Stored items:
* * * * * * *

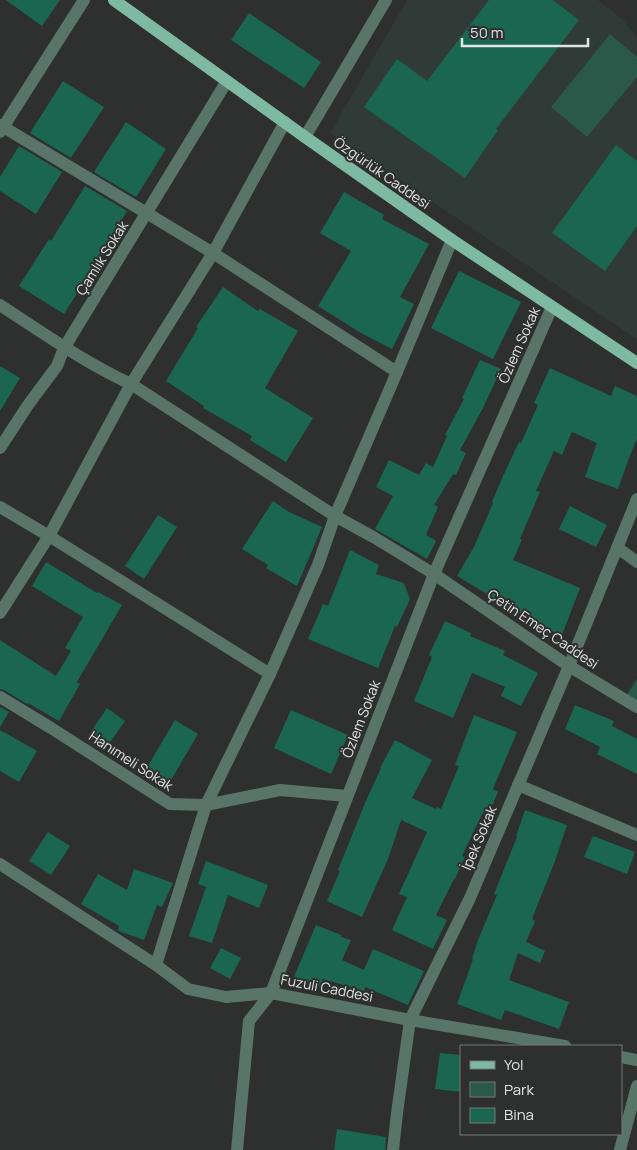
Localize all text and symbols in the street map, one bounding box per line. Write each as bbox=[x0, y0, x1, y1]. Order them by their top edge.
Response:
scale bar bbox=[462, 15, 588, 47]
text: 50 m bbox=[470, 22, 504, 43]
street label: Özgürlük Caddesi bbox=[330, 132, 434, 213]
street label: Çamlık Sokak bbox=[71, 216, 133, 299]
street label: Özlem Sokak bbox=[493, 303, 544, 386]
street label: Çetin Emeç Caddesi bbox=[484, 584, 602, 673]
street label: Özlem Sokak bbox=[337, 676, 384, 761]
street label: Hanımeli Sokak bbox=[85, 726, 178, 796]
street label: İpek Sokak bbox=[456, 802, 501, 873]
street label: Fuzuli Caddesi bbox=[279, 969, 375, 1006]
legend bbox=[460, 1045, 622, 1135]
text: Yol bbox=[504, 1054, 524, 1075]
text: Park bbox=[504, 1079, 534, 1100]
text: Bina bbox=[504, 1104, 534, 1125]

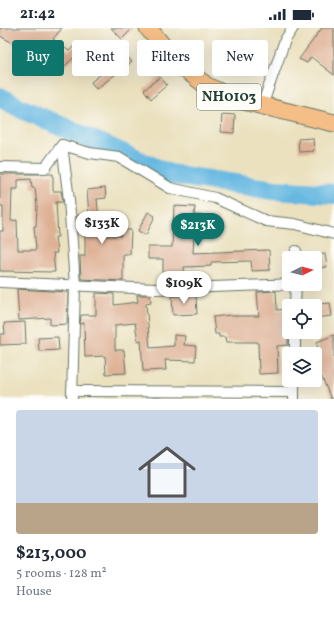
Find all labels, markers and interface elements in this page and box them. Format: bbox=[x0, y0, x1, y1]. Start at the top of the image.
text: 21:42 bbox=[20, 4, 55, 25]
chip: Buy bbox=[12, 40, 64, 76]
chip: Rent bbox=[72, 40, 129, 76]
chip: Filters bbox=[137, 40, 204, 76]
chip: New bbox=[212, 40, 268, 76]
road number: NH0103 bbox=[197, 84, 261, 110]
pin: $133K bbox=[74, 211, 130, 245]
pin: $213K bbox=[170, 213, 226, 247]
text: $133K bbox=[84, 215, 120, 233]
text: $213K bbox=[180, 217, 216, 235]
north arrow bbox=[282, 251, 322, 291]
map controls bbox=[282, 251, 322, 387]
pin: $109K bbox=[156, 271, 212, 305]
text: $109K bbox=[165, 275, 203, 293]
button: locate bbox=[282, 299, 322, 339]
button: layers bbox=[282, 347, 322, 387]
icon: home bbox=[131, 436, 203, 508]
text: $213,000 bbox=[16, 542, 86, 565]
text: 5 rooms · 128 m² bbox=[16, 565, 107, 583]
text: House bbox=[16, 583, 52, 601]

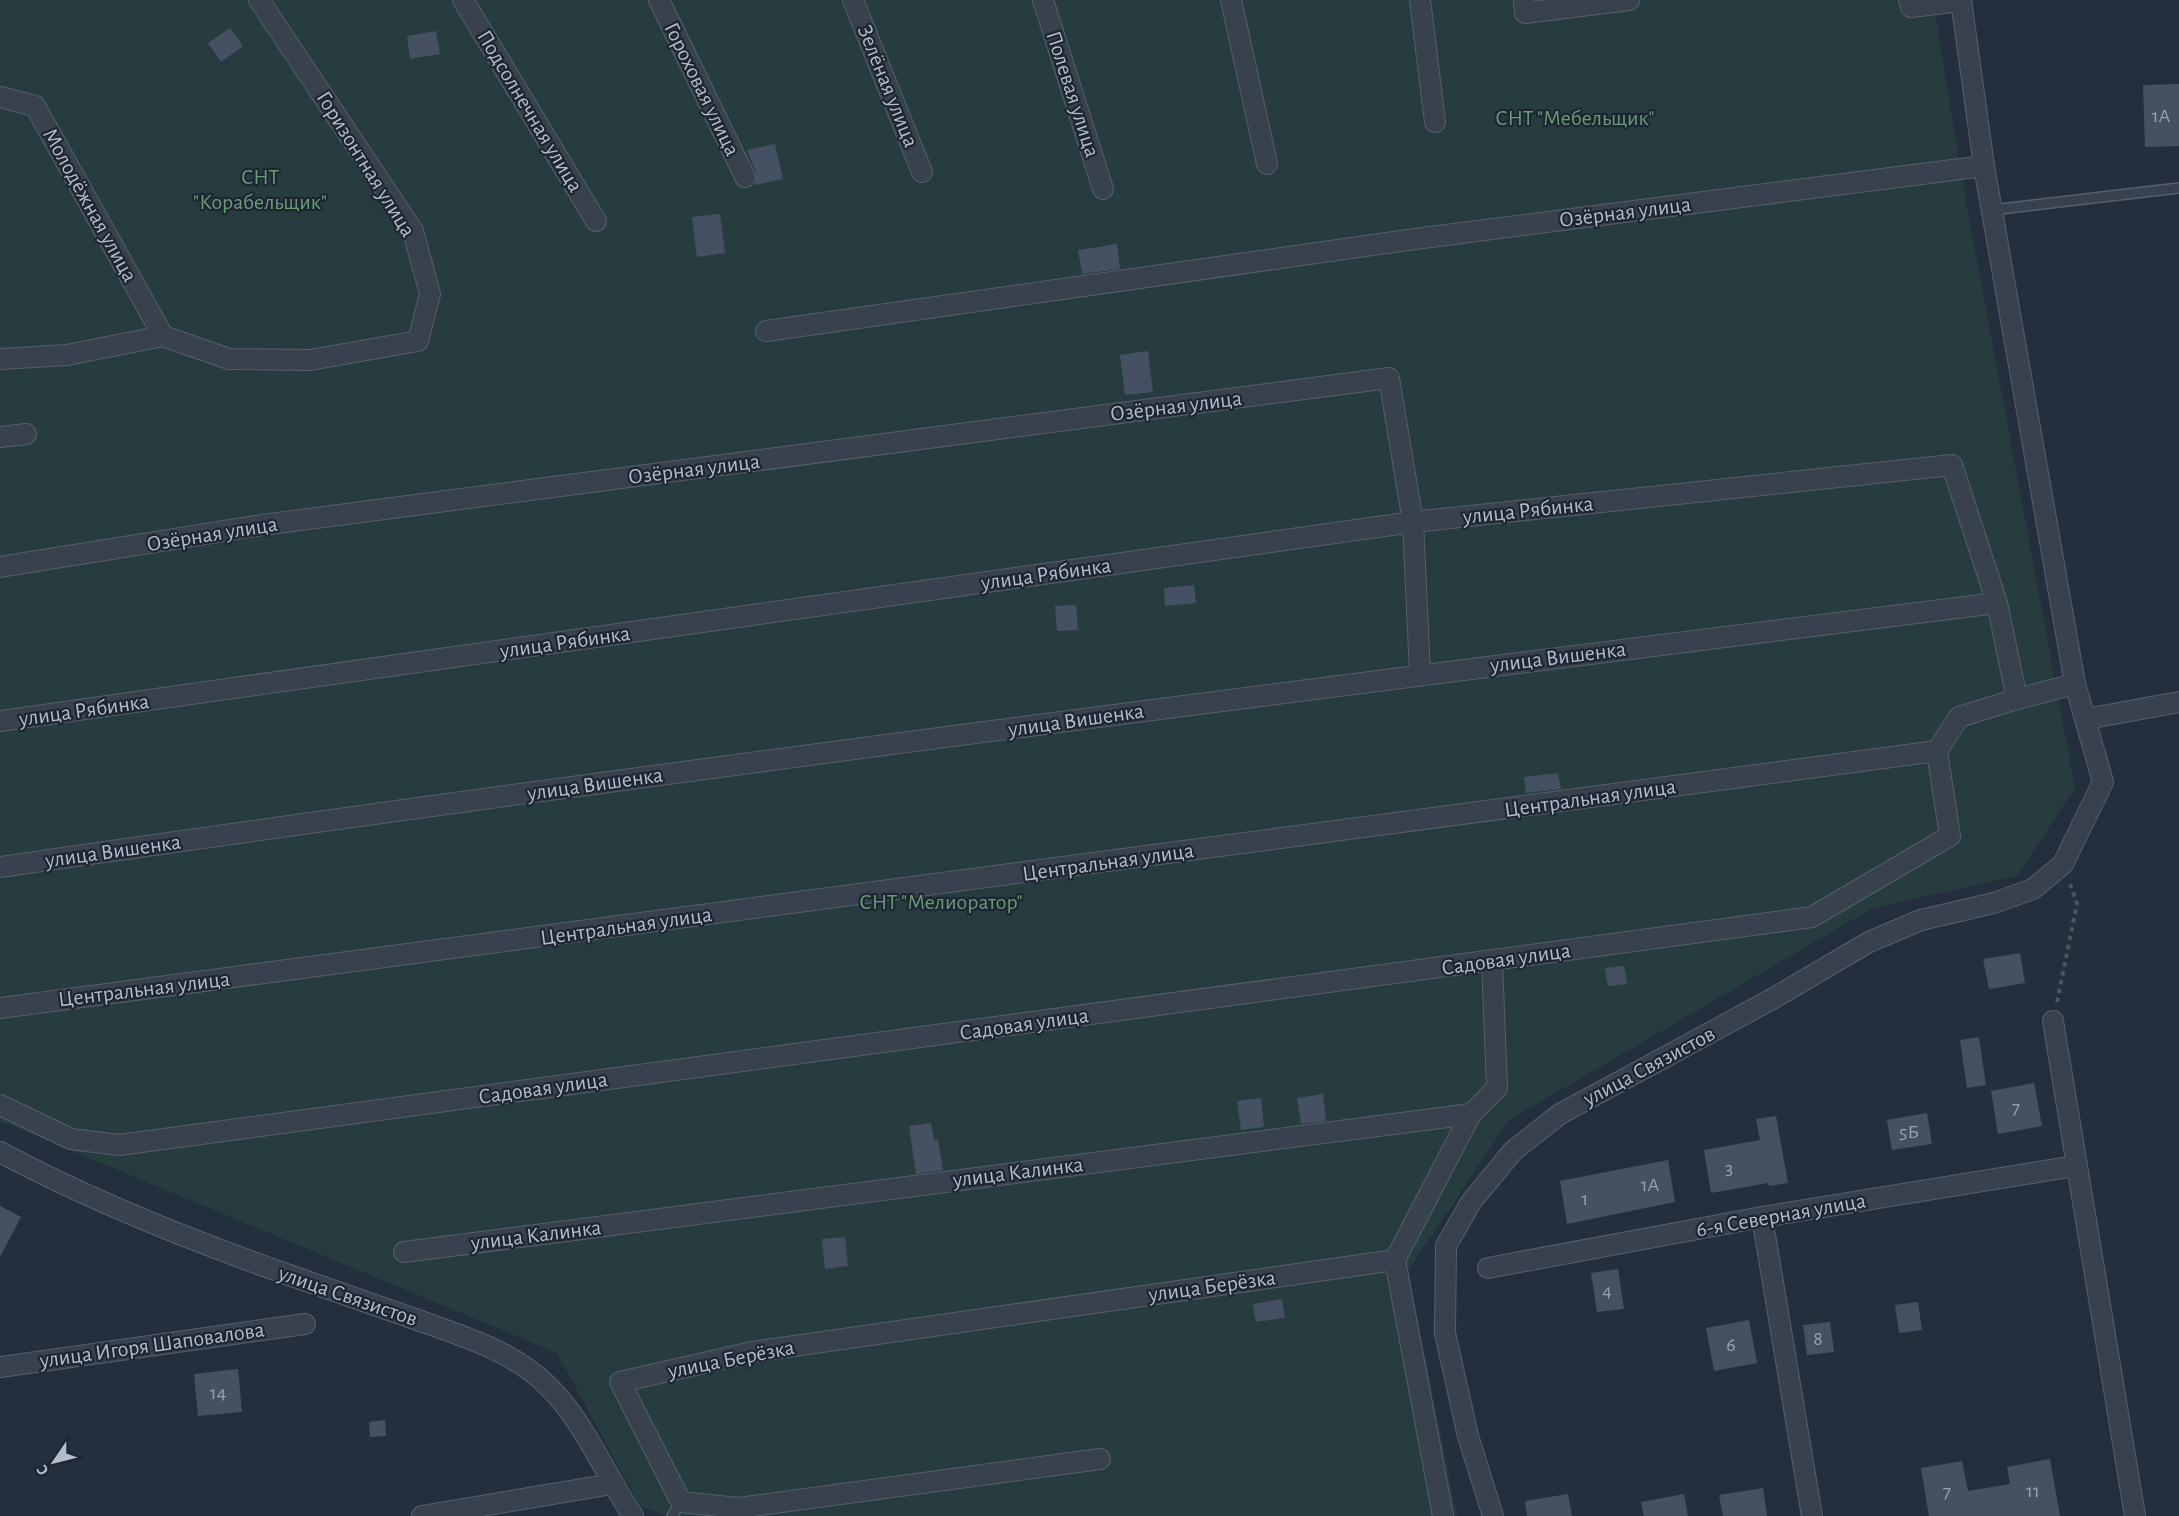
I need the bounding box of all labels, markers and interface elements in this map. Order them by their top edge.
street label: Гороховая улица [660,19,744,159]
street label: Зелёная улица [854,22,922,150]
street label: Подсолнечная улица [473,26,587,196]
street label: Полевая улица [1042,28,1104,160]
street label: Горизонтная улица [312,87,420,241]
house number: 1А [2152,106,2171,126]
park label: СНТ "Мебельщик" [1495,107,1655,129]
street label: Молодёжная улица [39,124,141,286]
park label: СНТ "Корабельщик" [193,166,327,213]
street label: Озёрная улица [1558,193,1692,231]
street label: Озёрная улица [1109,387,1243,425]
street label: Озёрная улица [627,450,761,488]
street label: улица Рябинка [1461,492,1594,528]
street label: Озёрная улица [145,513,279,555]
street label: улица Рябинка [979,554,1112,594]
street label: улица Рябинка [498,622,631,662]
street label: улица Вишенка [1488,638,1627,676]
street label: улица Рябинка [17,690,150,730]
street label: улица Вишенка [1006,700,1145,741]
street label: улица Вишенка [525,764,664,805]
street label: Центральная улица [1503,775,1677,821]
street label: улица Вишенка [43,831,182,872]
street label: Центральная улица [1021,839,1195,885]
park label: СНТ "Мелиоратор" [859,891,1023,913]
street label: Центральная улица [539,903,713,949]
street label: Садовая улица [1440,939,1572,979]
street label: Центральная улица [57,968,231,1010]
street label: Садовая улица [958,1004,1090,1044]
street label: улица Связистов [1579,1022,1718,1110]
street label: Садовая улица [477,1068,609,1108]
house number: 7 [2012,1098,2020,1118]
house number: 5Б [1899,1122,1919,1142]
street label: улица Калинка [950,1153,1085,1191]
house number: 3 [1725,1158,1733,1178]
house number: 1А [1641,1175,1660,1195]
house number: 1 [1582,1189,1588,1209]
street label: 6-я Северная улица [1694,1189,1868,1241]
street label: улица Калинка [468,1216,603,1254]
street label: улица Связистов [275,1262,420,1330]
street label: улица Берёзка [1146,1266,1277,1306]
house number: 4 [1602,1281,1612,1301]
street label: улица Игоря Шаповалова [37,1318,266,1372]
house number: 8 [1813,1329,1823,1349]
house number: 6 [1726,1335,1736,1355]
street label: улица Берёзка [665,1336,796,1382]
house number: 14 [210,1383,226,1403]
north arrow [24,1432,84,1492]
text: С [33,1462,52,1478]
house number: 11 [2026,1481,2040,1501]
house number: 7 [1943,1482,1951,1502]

* * * * * * *

◆ Exercise prompt: Where a line of the data contains "Рябинка", include it in the tally, and answer with the tally alone.

◆ Expected answer: 4